Where evidence is heard orally before the trial court, the finding of the court has the effect of a jury's verdict and will not be disturbed on appeal unless plainly erroneous, whether in law or equity. And we must affirm the trial court's decree, if fairly supported by credible evidence under any reasonable aspect, regardless of what might be our view of the evidence. Norton v. Norton, 280 Ala. 307, 193 750, and cases there cited.

Assignment 3 charges error in the restraining of the Water Works Board from increasing water rates without further orders of the court. Appellant insists that the trial court exceeded its jurisdiction because we have held that rate making is a legislative and not a judicial function, citing Mitchell v. City of Mobile, 244 Ala. 442, 13 So. 2d 664. That case does support appellant's contention but it says more. We quote:

"* * * Rate-making is a legislative, not a judicial function. The courts cannot directly nor indirectly make rates. If rates fixed by legislative acts, orders of Public Service Commission, or municipal ordinances, are confiscatory or so greatly excessive as to violate constitutional rights, the courts have jurisdiction to so declare, and by proper orders protect the party aggrieved until lawful rates are fixed by legislative authority. The well-recognized procedure for review is by bill of injunction or by declaratory judgment proceedings wherein complainant offers to do equity. demands payment of a reasonable rate for services rendered. * * *"

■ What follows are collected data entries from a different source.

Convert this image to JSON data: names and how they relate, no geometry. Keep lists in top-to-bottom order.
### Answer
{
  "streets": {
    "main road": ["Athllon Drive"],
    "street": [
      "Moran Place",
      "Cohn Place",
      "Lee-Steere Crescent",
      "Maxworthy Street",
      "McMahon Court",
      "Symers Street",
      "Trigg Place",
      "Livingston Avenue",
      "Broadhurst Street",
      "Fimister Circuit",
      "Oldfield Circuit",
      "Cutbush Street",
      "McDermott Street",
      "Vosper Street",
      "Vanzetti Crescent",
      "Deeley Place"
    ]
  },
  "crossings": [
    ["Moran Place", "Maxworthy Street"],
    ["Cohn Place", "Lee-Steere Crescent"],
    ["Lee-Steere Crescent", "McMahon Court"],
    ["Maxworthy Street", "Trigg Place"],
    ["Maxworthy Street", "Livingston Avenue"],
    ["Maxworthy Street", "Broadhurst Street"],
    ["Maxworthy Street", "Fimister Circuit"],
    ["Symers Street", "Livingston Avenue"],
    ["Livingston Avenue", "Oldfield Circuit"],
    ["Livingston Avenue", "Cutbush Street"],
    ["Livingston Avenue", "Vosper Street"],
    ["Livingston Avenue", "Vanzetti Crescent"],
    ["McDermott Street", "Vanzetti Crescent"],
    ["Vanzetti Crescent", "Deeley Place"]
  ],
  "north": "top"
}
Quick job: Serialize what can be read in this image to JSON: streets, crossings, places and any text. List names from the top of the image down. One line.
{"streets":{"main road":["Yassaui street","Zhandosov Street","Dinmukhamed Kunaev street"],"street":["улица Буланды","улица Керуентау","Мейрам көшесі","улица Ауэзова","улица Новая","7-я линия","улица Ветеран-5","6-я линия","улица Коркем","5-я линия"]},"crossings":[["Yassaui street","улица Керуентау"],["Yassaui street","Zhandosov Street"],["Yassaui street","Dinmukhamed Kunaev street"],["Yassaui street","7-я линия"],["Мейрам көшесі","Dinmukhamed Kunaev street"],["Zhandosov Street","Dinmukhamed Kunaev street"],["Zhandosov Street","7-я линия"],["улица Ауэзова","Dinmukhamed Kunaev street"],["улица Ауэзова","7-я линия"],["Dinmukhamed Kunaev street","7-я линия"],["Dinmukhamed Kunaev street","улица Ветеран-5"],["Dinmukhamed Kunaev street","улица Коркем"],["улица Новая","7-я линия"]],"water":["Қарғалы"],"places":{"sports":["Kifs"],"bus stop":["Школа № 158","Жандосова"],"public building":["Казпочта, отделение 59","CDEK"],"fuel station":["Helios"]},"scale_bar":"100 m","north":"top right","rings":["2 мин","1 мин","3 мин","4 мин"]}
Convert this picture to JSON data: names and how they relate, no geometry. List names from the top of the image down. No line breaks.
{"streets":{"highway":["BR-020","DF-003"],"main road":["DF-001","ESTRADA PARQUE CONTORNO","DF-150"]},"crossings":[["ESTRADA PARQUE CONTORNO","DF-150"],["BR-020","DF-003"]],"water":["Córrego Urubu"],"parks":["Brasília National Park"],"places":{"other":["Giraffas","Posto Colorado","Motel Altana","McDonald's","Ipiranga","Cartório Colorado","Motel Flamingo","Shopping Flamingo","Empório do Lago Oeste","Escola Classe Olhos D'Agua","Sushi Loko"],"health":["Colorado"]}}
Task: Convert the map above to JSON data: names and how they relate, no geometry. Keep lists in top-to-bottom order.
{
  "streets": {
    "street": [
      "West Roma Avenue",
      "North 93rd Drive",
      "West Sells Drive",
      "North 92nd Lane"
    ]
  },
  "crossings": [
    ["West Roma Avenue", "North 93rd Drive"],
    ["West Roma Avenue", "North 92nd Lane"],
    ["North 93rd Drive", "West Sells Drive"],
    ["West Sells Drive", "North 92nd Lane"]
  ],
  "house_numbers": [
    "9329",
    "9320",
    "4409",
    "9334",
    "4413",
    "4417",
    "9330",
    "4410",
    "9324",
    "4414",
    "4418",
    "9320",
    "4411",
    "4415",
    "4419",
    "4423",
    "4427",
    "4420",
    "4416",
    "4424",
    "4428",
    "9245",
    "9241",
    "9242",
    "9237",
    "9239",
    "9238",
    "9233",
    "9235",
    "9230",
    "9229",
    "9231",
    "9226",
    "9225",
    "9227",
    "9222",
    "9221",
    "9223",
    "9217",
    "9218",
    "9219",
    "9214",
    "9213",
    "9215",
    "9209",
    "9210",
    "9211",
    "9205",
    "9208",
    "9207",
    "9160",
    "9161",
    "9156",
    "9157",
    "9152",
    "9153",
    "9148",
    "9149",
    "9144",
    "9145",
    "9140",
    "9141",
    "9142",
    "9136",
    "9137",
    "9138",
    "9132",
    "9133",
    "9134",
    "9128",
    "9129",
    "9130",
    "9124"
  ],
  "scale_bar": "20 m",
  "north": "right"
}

Here, we consider that the trial court was merely protecting the aggrieved parties until the present (and evidently new) Board could have a chance to operate the system efficiently.

The law will not and cannot tolerate discrimination in the charges of a water works company. There must be equality of rights and special privileges to none; and, if this is violated or unreasonable rates are charged, the humblest citizen has a right to invoke the protection of the laws equally with another. Birmingham Water Works Co. v. Brown, 191 Ala. 457, 67 So. 613, L.R.A. 1915D, 1086; Griffin v. Goldsboro Water Co., 122 N.C. 206, 30 S.E. 319, 41 L.R.A. 240. And we have said that water *725 rates imposed by a municipality must be reasonable and subject to review in that regard upon complaint of a consumer. Bankhead v. Town of Sulligent, 229 Ala. 45, 155 So. 869, 96 A.L.R. 1381.

The trial court in its findings recognized that "the mortgage on the water system being a valid mortgage, the debt and operating expenses must be paid in order to retain the water system for the Town of Parrish * * * the court cannot now void the contracts and mortgages made by the Water Works Board on the Water Works System without such resulting in the loss to the Town of Parrish of its Water Works System. Thus this Court is now limited in what relief it can decree by the fact that the Water Works Board owes a legal and binding debt secured by a valid mortgage upon the Water Works System and this Court cannot impair or change the contracts as heretofore entered into by the Water Works Board."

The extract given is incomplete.